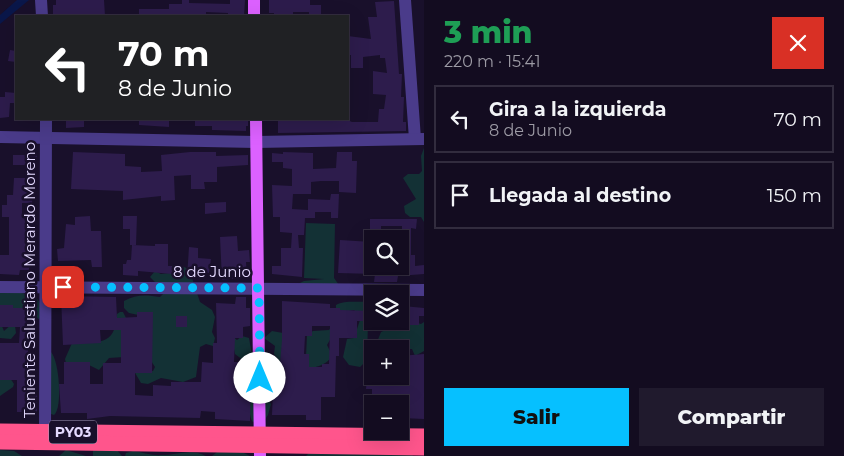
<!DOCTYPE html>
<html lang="es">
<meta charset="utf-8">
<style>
body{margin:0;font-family:Montserrat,sans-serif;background:#201a2d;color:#f1f3f6;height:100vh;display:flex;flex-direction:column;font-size:19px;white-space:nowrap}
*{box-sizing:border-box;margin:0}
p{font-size:16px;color:#9d9ba5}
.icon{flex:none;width:28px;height:28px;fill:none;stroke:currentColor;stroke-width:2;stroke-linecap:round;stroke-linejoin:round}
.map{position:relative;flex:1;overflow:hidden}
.panel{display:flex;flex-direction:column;background:#130c20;width:420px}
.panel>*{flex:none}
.guide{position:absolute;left:15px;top:15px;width:334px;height:105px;border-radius:0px;box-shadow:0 5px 20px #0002,0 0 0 1px #322c3e;background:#202124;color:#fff;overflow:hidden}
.buttons{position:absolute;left:364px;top:230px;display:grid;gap:10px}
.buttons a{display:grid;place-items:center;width:45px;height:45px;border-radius:0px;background:#130c20;box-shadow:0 5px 20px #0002,0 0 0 1px #322c3e;font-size:25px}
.pin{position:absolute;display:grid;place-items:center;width:42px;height:42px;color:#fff;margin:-21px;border-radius:10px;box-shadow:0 2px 8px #0006}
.me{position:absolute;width:55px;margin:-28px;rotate:0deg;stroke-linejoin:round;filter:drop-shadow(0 0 4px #0008)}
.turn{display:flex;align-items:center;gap:18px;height:105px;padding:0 20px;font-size:22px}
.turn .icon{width:65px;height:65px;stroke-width:2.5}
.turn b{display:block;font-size:35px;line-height:42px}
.round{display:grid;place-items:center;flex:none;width:52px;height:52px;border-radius:0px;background:#201a2d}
.headline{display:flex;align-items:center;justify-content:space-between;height:85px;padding:0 20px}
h1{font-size:30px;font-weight:800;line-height:38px;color:#1e9e55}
.cta{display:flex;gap:10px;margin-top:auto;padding:10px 20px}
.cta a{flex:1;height:58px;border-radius:0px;background:#06c0ff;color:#111;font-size:20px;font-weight:800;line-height:58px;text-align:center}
.cta a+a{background:#201a2d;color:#f1f3f6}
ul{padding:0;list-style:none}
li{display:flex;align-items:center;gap:15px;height:68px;margin:0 10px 8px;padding:0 10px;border:2px solid #322c3e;border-radius:0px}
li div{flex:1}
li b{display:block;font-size:19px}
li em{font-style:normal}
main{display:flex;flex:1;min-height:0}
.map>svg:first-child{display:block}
.green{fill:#133135}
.water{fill:#0a174a}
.building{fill:#2d1c4c;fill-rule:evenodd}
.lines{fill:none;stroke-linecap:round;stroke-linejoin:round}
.minor{stroke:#4a3b8a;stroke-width:12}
.major{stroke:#dc61ff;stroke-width:12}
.highway{stroke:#ff558c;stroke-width:15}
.route{stroke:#06c0ff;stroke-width:9;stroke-dasharray:0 16.2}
.labels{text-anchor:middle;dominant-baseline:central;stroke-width:5;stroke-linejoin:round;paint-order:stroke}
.shield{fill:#19102b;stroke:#a79dbf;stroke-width:1}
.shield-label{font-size:14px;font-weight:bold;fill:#e4daff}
.street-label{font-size:15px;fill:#e4daff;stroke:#19102b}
</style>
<main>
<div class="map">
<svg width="424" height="456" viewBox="0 0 424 456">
<rect width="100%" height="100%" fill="#19102b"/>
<!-- green -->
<g class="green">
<polygon points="424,148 424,222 421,217 410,217 405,213 404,206 416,199 403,178 408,174 419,174 422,171 421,156"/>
<polygon points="306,223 335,224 334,278 341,288 296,285 304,281 324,279 304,278"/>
<path d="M179,265L189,269L200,302L212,310L215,317L212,332L215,338L213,346L206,344L200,347L196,377L183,382L161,378L148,384L141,383L134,371H153L155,367L148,356L143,316L129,313L124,308V301C136,294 147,295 160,297L165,292L150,277L155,271L161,274L169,273L172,266Z"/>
<polygon points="0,287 36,297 44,309 39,319 22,312 1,324 4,331 12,324 15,326 16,333 11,339 0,338"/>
<path d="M372,300V311L368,322L367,360L360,367L349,365L343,357L347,339L354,338L361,317L354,310L339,313L336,308V305C346,299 361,304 372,300Z"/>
<polygon points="407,305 414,322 421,324 424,322 424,351 415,356 412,349 394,349 377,342 381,332 395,326 400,321 400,314"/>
<path d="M120,312H123L126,318L124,357L109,358L99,370L89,365L66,363L65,359L72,343C96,342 116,347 117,314Z"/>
<path d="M331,327V338L327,345L332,355C327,368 308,368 295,371L306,356L307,335L313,331L329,330Z"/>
<polygon points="272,331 283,333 281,363 274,354 275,346 264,338"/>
<path d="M231,335L237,340L242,336L249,338L252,355L260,364L261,391L271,404L268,415L264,421L253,422C246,416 252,378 252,367L235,354Z"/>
<path d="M51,352C59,360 63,408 54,415L51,414Z"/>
<polygon points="10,378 14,384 13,387 0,396 0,379"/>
<path d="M228,448C235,451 244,452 250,456H212L221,449Z"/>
<polygon points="116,449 122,456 93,456 93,450"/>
<polygon points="0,450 14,451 22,456 0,456"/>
<polygon points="66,450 86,456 59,456"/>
<path d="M133,451C142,452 152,456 162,455C176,455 191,448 206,456H125L126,453Z"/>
<polygon points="309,453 412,454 413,456 306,456"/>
</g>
<!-- water -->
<polygon class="water" points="17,0 29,0 0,24 0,15"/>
<!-- building -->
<g class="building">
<polygon points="56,0 104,0 105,16 53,16 53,5 56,5"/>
<polygon points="182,0 189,0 189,3 230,4 230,0 245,0 244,16 228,16 228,13 206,12 206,16 139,16 139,9 169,9 169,4 182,4"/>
<polygon points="269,0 310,0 310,5 321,5 321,16 309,16 309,12 293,12 293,16 274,16 274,13 269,13"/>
<polygon points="394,1 399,74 402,74 401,97 404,97 403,122 406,122 406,131 278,133 278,119 345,119 352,122 378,122 379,109 384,109 386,95 373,94 373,71 387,73 385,58 380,58 380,55 363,57 363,68 351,68 351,55 348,55 348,36 371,39 368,17 377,17 375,2"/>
<polygon points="10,50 16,51 16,62 8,61"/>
<polygon points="5,92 16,93 16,103 10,103 9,117 0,118 0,97 5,97"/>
<polygon points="84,119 84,127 66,128 66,120"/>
<polygon points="139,119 169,119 169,127 139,125"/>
<polygon points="195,119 248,119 248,126 246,126 246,131 212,130 212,126 195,126"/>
<polygon points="73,152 125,154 125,166 141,167 141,172 162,171 161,155 190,152 216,152 216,156 248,155 248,165 217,167 217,182 204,182 205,189 191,189 191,175 174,176 175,200 161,201 161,196 123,200 123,191 71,189"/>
<polygon points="283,152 313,153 313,169 336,168 337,152 352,152 352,161 357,161 356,193 339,192 339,181 321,181 311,182 311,194 293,194 292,209 308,210 308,199 330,200 331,194 339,194 338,218 331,218 331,212 315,212 315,218 305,218 304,235 298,235 299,248 303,248 302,277 272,274 272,266 281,266 281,248 291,248 292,233 280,232 280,217 273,217 272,185 292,186 292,169 283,168 283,162 272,162 272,153 283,154"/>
<polygon points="13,155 37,155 36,165 13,165"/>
<polygon points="14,178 34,178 32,203 22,203 22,217 31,218 29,270 20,270 19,275 0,274 0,255 9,255 9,217 2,217 2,205 7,205 7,195 13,195"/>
<polygon points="226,202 226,212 205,214 205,203"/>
<polygon points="90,216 91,231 101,231 102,267 92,267 91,260 58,261 57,249 64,248 66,224 75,225 75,217"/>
<polygon points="123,216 137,216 136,245 130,245 130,229 123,229"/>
<polygon points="370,219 417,219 416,229 411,228 411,255 415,255 415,266 424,265 424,274 398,276 397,282 374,282 375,274 338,273 340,240 372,242 370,266 402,266 402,226 381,226 381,239 370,239"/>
<polygon points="237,236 238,251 249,250 250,262 246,262 247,277 222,280 220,237"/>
<polygon points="155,244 168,244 168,266 172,266 172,274 138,271 138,276 123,275 123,264 126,264 127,260 131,260 132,245 155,246"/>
<polygon points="189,247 198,248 198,258 211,259 209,273 197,272 196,279 187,278"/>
<polygon points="61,296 116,297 117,318 137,317 137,312 153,312 152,373 135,373 135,395 153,396 153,385 171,386 171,382 201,382 202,362 213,363 213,343 217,343 216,303 235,304 236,297 246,297 246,308 250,308 250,326 243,327 243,338 235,338 234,362 251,362 250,421 215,419 215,412 201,411 200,418 110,416 87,419 87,413 61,413 59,384 64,384 64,362 90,362 90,384 103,384 103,363 121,363 121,330 100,330 101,343 63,345"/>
<path d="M282,301L330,304V308H340V310L372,311V321H357V338H339V356H336L335,397H321V420H306V415H272L274,364H280L282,340ZM312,326H330L329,364H322V367H309V354H304L305,336H312Z"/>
<polygon points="0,305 13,305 13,308 32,308 32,320 35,321 35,336 28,335 28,360 32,360 31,394 37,394 37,412 17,412 17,380 0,380 0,343 19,343 20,327 0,327"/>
<polygon points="403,306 424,308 424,316 419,316 419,325 403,325"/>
<rect x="176" y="316" width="11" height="11"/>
<polygon points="371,321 392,321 392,331 370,331"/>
<polygon points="424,354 424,419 402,418 402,404 372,404 372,389 366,389 367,376 400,376 400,356"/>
</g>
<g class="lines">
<!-- minor -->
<g class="minor">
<polyline points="41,0 42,16"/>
<polyline points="405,0 415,139"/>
<polyline points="0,137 256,142 424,139"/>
<polyline points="0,287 424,290"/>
<polyline points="45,440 46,119"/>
</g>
<!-- major -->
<g class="major">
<polyline points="254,0 254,16"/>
<polyline points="256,119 260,456"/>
</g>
<!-- highway -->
<g class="highway">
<polyline points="0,431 424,436"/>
<polyline points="0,442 424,448"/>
</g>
</g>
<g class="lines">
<!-- route -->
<polyline class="route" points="63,287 259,288 260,378"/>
</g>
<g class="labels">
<!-- shield labels -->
<rect class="shield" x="49" y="420.5" width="48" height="23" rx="4"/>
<g class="shield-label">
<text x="73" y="432">PY03</text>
</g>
<!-- street labels -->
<g class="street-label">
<text x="212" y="271">8 de Junio</text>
<text transform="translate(29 280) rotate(-90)">Teniente Salustiano Merardo Moreno</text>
</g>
</g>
</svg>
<div class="buttons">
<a><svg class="icon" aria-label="search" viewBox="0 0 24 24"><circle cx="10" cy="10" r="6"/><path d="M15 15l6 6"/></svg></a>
<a><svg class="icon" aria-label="layers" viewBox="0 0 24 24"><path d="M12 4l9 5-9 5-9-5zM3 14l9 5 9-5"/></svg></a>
<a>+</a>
<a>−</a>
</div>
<div class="pin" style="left:63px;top:287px;background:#d93025"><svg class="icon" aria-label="arrive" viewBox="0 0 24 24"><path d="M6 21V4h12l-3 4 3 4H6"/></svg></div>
<svg class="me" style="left:260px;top:378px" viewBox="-20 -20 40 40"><circle r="19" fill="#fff"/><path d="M0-13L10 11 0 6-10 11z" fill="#06c0ff"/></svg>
<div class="guide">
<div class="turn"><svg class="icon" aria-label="left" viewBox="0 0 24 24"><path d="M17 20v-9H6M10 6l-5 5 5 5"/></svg><div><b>70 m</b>8 de Junio</div></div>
</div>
</div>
<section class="panel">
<div class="headline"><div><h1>3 min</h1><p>220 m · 15:41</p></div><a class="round" style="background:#d93025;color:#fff"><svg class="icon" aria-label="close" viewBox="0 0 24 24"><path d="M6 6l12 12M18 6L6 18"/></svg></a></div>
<ul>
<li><svg class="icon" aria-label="left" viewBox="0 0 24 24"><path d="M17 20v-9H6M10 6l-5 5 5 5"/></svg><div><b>Gira a la izquierda</b><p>8 de Junio</p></div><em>70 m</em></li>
<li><svg class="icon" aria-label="arrive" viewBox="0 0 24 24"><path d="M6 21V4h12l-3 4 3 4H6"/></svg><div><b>Llegada al destino</b></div><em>150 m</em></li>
</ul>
<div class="cta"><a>Salir</a><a>Compartir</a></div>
</section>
</main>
□ □ □ □ □ □ □
Among the lines of the records, copy out each one that contains the word "buttons".

_RESPONSE TO THIS EXERCISE:_
.buttons{position:absolute;left:364px;top:230px;display:grid;gap:10px}
.buttons a{display:grid;place-items:center;width:45px;height:45px;border-radius:0px;background:#130c20;box-shadow:0 5px 20px #0002,0 0 0 1px #322c3e;font-size:25px}
<div class="buttons">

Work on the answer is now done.